Look through the records, and whenever a line includes the word "ТОПАЗ", copy it.
━━━ SOURCE RECORDS
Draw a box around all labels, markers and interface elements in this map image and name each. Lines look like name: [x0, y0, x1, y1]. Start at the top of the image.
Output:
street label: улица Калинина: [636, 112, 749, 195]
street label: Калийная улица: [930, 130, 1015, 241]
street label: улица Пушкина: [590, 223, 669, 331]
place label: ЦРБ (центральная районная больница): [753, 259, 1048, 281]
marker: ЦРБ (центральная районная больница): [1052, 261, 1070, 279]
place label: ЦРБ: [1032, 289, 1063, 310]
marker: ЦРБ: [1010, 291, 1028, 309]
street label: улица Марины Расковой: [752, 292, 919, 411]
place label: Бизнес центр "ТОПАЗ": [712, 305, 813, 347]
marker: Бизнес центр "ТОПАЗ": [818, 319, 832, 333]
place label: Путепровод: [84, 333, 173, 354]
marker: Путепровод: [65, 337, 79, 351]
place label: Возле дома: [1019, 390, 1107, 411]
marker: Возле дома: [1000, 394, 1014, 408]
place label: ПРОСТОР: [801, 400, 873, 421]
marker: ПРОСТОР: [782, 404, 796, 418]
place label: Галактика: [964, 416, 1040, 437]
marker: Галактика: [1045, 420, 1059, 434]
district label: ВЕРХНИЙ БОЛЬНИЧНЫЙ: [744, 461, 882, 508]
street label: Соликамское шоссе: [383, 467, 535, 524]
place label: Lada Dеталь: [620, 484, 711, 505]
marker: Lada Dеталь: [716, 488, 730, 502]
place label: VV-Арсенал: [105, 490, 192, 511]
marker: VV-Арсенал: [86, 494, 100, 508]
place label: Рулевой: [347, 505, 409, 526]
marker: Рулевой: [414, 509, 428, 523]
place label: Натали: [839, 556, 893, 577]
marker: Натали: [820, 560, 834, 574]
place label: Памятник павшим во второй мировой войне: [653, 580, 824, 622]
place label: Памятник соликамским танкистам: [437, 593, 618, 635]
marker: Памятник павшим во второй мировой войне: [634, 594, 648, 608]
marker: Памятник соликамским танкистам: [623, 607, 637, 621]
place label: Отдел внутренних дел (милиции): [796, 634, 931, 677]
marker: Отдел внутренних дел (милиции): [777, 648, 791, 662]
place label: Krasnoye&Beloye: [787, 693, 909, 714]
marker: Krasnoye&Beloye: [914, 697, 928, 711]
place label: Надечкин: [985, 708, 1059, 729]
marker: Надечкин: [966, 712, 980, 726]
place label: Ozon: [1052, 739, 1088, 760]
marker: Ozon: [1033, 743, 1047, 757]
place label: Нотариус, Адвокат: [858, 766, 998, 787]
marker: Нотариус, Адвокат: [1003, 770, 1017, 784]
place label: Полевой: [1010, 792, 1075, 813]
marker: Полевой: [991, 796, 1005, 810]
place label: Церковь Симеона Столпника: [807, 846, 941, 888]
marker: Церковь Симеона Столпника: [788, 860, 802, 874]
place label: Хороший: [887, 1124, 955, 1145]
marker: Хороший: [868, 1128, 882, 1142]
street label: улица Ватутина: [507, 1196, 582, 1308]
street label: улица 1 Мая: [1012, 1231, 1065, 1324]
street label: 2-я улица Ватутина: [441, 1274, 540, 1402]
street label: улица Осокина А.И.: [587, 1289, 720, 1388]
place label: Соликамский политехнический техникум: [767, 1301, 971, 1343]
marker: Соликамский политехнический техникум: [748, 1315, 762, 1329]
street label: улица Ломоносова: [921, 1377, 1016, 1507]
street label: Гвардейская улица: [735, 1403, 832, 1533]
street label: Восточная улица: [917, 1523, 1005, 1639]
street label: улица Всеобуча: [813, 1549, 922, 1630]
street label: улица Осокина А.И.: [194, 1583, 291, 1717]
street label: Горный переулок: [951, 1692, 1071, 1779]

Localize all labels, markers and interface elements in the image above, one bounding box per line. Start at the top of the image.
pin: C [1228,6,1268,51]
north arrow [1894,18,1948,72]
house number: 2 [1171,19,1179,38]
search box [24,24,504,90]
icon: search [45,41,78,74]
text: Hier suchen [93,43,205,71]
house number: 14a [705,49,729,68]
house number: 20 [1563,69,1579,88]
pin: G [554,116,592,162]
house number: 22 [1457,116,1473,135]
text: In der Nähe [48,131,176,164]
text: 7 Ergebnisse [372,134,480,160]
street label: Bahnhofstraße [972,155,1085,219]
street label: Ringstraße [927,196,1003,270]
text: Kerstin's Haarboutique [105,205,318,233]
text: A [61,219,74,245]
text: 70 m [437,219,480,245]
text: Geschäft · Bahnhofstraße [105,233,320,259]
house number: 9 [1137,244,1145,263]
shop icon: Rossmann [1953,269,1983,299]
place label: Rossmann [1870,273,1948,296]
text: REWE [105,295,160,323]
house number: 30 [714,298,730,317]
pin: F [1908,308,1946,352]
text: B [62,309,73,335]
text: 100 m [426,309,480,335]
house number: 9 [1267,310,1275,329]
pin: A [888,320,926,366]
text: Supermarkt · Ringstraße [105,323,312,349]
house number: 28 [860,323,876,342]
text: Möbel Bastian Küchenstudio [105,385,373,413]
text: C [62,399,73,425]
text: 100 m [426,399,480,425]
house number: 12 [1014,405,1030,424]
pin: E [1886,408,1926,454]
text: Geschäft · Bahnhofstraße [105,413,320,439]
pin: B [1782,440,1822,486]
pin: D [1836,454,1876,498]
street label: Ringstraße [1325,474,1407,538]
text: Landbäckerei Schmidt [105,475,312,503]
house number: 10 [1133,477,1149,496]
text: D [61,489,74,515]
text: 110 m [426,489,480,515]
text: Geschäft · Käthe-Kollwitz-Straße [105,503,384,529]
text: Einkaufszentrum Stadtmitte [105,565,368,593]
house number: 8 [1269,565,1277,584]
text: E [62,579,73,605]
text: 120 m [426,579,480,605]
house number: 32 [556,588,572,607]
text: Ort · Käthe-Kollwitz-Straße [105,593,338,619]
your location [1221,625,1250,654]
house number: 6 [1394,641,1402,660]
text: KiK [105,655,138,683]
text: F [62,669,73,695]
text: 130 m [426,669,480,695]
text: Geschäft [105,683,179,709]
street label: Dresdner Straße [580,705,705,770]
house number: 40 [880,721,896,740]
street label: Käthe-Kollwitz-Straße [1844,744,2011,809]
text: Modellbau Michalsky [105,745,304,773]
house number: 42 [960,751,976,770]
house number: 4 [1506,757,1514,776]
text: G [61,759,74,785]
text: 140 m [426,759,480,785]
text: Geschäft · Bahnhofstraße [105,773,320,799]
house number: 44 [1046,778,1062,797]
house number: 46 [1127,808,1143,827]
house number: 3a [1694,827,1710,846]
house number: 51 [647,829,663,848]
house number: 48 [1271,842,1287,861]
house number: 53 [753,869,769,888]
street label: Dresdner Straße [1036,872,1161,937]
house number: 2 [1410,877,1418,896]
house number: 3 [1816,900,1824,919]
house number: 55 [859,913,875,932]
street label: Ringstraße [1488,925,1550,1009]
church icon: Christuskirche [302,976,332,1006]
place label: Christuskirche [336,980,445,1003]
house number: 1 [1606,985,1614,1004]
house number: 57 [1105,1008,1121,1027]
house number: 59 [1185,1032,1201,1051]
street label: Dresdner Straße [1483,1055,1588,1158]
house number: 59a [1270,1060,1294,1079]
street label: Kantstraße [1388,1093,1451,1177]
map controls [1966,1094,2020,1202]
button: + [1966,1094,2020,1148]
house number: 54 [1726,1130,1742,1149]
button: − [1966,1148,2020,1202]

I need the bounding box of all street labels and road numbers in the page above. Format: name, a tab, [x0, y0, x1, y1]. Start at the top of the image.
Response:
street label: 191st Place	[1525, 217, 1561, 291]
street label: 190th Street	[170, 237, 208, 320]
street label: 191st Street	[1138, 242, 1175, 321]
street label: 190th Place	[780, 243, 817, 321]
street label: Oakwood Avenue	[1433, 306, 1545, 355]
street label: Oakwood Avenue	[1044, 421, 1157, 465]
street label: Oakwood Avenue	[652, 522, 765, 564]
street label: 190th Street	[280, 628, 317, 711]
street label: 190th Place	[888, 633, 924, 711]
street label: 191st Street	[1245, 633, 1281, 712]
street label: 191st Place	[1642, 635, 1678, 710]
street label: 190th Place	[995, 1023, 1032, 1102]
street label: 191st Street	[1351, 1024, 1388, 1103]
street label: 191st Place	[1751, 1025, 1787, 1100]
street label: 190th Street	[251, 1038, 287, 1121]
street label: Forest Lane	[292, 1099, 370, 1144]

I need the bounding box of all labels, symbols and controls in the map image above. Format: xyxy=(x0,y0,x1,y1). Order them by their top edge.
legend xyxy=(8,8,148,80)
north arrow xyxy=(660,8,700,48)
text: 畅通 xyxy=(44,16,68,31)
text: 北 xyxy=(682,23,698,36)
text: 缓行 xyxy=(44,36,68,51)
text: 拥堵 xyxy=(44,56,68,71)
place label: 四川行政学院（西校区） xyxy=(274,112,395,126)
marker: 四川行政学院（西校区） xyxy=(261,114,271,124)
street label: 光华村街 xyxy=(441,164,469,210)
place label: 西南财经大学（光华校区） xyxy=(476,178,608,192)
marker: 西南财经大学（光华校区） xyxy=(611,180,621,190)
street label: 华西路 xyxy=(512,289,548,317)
━━━━━━
_TASK RESULT_
place label: Бизнес центр "ТОПАЗ": [712, 305, 813, 347]
marker: Бизнес центр "ТОПАЗ": [818, 319, 832, 333]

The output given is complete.